## Material provided
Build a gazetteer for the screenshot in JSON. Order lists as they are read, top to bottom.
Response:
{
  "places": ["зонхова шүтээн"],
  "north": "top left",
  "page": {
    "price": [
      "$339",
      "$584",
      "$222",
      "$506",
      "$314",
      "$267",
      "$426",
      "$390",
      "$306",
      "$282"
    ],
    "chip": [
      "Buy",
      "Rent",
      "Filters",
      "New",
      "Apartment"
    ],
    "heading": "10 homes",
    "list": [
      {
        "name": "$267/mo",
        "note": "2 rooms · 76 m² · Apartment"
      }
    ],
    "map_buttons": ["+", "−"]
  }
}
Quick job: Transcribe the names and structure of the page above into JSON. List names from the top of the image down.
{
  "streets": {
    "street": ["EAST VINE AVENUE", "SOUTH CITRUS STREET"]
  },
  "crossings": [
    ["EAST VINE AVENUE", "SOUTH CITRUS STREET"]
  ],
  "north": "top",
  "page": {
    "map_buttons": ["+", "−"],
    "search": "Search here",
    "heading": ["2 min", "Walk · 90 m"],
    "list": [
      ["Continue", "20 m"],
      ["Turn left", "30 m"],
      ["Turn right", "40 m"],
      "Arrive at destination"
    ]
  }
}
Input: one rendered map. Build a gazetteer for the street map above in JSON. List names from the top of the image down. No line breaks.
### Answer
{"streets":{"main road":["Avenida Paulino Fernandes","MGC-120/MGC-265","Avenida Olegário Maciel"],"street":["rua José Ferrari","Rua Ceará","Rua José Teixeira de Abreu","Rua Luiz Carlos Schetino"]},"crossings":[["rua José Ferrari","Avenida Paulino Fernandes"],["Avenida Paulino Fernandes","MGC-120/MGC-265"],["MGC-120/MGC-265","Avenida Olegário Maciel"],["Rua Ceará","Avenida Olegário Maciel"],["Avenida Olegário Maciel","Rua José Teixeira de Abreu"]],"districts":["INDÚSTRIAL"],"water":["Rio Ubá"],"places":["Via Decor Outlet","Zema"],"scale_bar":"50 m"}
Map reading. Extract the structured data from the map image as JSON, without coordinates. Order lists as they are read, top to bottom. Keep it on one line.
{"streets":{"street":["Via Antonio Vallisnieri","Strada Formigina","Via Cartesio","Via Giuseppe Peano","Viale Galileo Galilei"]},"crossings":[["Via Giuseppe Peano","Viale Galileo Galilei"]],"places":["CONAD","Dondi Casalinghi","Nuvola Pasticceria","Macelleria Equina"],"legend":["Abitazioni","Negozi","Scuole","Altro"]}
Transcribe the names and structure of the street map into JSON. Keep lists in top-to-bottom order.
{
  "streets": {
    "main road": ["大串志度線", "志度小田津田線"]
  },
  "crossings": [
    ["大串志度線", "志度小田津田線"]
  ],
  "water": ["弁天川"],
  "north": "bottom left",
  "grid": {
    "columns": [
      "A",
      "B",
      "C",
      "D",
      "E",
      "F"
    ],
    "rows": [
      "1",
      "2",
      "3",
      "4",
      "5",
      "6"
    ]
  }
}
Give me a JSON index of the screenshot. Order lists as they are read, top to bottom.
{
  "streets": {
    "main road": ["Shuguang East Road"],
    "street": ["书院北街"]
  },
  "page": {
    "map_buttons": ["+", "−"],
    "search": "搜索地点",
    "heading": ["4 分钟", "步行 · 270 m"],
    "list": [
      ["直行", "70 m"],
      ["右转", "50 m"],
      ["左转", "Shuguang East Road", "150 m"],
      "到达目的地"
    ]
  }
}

## Task requirements
All lines of the data are to be repeated exactly as they stand.

## Solution
Build a gazetteer for the screenshot in JSON. Order lists as they are read, top to bottom.
Response:
{
  "places": ["зонхова шүтээн"],
  "north": "top left",
  "page": {
    "price": [
      "$339",
      "$584",
      "$222",
      "$506",
      "$314",
      "$267",
      "$426",
      "$390",
      "$306",
      "$282"
    ],
    "chip": [
      "Buy",
      "Rent",
      "Filters",
      "New",
      "Apartment"
    ],
    "heading": "10 homes",
    "list": [
      {
        "name": "$267/mo",
        "note": "2 rooms · 76 m² · Apartment"
      }
    ],
    "map_buttons": ["+", "−"]
  }
}
Quick job: Transcribe the names and structure of the page above into JSON. List names from the top of the image down.
{
  "streets": {
    "street": ["EAST VINE AVENUE", "SOUTH CITRUS STREET"]
  },
  "crossings": [
    ["EAST VINE AVENUE", "SOUTH CITRUS STREET"]
  ],
  "north": "top",
  "page": {
    "map_buttons": ["+", "−"],
    "search": "Search here",
    "heading": ["2 min", "Walk · 90 m"],
    "list": [
      ["Continue", "20 m"],
      ["Turn left", "30 m"],
      ["Turn right", "40 m"],
      "Arrive at destination"
    ]
  }
}
Input: one rendered map. Build a gazetteer for the street map above in JSON. List names from the top of the image down. No line breaks.
### Answer
{"streets":{"main road":["Avenida Paulino Fernandes","MGC-120/MGC-265","Avenida Olegário Maciel"],"street":["rua José Ferrari","Rua Ceará","Rua José Teixeira de Abreu","Rua Luiz Carlos Schetino"]},"crossings":[["rua José Ferrari","Avenida Paulino Fernandes"],["Avenida Paulino Fernandes","MGC-120/MGC-265"],["MGC-120/MGC-265","Avenida Olegário Maciel"],["Rua Ceará","Avenida Olegário Maciel"],["Avenida Olegário Maciel","Rua José Teixeira de Abreu"]],"districts":["INDÚSTRIAL"],"water":["Rio Ubá"],"places":["Via Decor Outlet","Zema"],"scale_bar":"50 m"}
Map reading. Extract the structured data from the map image as JSON, without coordinates. Order lists as they are read, top to bottom. Keep it on one line.
{"streets":{"street":["Via Antonio Vallisnieri","Strada Formigina","Via Cartesio","Via Giuseppe Peano","Viale Galileo Galilei"]},"crossings":[["Via Giuseppe Peano","Viale Galileo Galilei"]],"places":["CONAD","Dondi Casalinghi","Nuvola Pasticceria","Macelleria Equina"],"legend":["Abitazioni","Negozi","Scuole","Altro"]}
Transcribe the names and structure of the street map into JSON. Keep lists in top-to-bottom order.
{
  "streets": {
    "main road": ["大串志度線", "志度小田津田線"]
  },
  "crossings": [
    ["大串志度線", "志度小田津田線"]
  ],
  "water": ["弁天川"],
  "north": "bottom left",
  "grid": {
    "columns": [
      "A",
      "B",
      "C",
      "D",
      "E",
      "F"
    ],
    "rows": [
      "1",
      "2",
      "3",
      "4",
      "5",
      "6"
    ]
  }
}
Give me a JSON index of the screenshot. Order lists as they are read, top to bottom.
{
  "streets": {
    "main road": ["Shuguang East Road"],
    "street": ["书院北街"]
  },
  "page": {
    "map_buttons": ["+", "−"],
    "search": "搜索地点",
    "heading": ["4 分钟", "步行 · 270 m"],
    "list": [
      ["直行", "70 m"],
      ["右转", "50 m"],
      ["左转", "Shuguang East Road", "150 m"],
      "到达目的地"
    ]
  }
}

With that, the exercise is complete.